Em 31 de janeiro de 2023, o atual presidente da diretoria executiva, Marco Antônio Eberlin, sugeriu em uma reunião que Torrano voltasse direto para a antiga vaga de conselheiro de honra, mas, de acordo com a ação, essa mudança foi irregular porque o ex-juiz não estava presente na sessão, não assinou nenhum pedido escrito e não deu procuração para ser representado.

Já o segundo argumento envolve os prazos obrigatórios que barram essa volta imediata, uma vez que as normas internas da Ponte determinam que um membro que pede exclusão só pode ser indicado para retornar após esperar um intervalo mínimo de três anos fora da instituição. Além disso, o estatuto exige dez anos de contribuições ininterruptas para alguém virar conselheiro nato e determina que o retorno deve começar do zero na lista de suplentes, exigência ignorada na readmissão do dirigente.

O terceiro impedimento legal trata do tempo de associação exigido para se candidatar ao cargo de presidente, já que o estatuto atualizado em 2023 diz ser preciso 12 anos seguidos de atividade como associado. Como Torrano rompeu esse tempo contínuo ao sair em 2021 e voltar em 2023, os advogados explicam que ele só teria direito de concorrer a partir de 2035.

Feitiço contra o feiticeiro

Os advogados também utilizaram uma decisão judicial antiga do próprio Marco Antônio Eberlin para reforçar que o clube precisa seguir as normas de forma rigorosa, lembrando que em 2009 Eberlin processou a Ponte Preta na 5ª Vara Cível de Campinas para exigir que as vagas do conselho seguissem a ordem correta da lista de suplentes sem favoritismos.

Na ocasião, o juiz deu ganho de causa a Eberlin e proibiu o clube de inventar critérios políticos para mudar a posição dos conselheiros, uma jurisprudência que agora é usada contra a atual diretoria.

Os autores do processo explicam que a ação só foi protocolada cinco meses depois da posse da nova diretoria devido à dificuldade em conseguir os papéis oficiais exigidos pelo Judiciário, apontando que a Ponte Preta tem um histórico de falta de transparência e que já foi punida com multas judiciais anteriores por esconder documentos oficiais de auditorias.

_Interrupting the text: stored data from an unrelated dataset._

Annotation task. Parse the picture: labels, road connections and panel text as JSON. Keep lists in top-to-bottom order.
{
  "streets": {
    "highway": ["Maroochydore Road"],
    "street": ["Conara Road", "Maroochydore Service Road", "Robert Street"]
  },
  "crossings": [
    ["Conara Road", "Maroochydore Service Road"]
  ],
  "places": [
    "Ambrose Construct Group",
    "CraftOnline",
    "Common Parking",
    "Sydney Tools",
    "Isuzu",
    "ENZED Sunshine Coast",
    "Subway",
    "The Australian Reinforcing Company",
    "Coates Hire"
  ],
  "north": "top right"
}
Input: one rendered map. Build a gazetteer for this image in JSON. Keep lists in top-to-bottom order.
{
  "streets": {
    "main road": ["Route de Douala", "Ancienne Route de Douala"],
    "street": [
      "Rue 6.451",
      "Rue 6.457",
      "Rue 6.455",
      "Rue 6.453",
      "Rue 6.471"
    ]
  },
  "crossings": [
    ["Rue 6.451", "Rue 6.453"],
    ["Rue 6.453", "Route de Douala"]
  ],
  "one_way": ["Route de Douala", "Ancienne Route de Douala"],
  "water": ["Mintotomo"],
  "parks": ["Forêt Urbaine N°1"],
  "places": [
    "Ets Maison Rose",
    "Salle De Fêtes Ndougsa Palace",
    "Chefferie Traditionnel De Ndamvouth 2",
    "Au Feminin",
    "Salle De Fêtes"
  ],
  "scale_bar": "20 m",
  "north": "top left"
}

Já os conselheiros que assinam a petição judicial são: Joaquim Ferreira, Décio Sirbone Jr., Maurilei Pereira, Leonardo Gomes Pereira, Gustavo Valio, Eduardo Matias, Angelo Scaglione e Nivaldo da Paixão.

O outro lado 

O Correio da Manhã entrou em contato com a Ponte Preta para obter o posicionamento do clube, mas a instituição informou que "vai se posicionar assim que tiver detalhes sobre a ação".